Hong Young-pyo, a ruling party lawmaker from Bupyeong where GM Korea’s biggest factory is based, said he had met Angle early this month, and he did not hear about the shutdown.
“Of course, I was surprised,” he said. “Engle has repeatedly said they are not considering withdrawing from the country. But he said GM Korea needs government help and restructuring to normalize its operations.”
Now, the outlook is uncertain, Hong said.
“We should prepare for the possibility of GM’s exit. I see a 50 percent chance of GM’s complete withdrawal,” Hong said.
Shareholder KDB, meanwhile, said it has lost a key bargaining chip.
KDB said a veto power on strategic decisions it held as part of an agreement with GM expired last October, leaving South Korea with few legal options if GM wants to pull out of the country.

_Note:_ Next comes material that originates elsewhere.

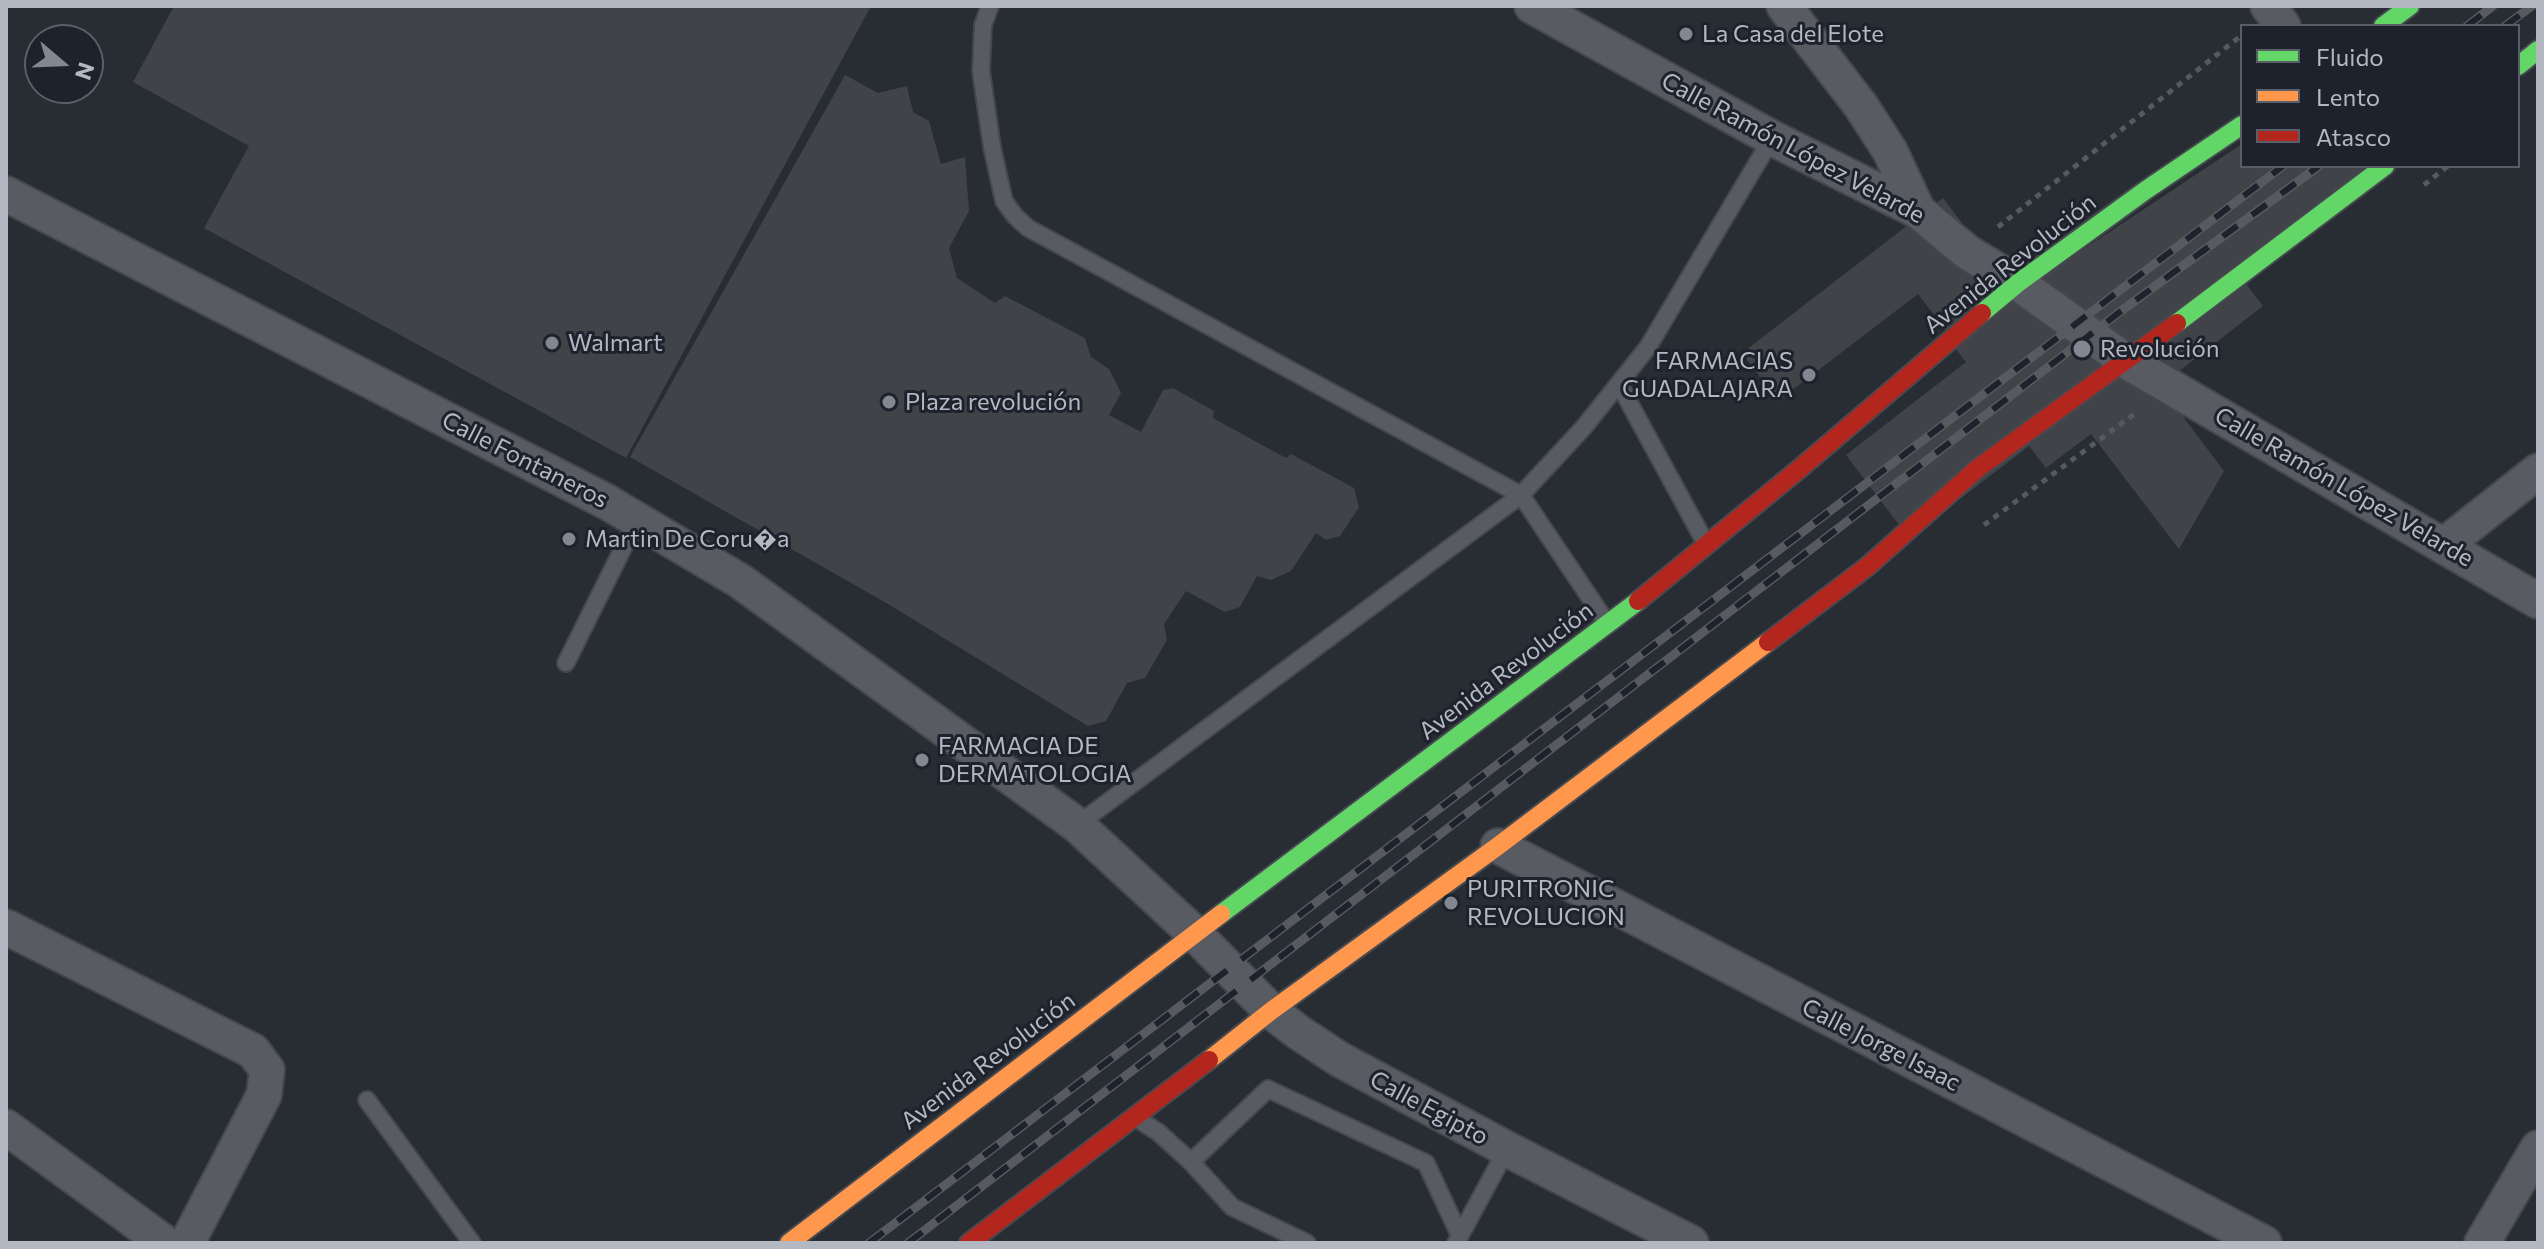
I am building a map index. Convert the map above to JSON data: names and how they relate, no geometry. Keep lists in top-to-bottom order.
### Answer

“We have to find out first how sustainable GM Korea is. We can’t just pour taxpayers money as a ransom to keep GM from leaving the country,” one government official said.
In Gunsan at least, GM Korea workers are downbeat.
“Eventually the closure has become a reality,” said Kim Gyo-myoung, a 58-year-old GM worker. “Even if the government injects funds, it probably won’t be the amount that satisfies GM. I can’t see a breakthrough.”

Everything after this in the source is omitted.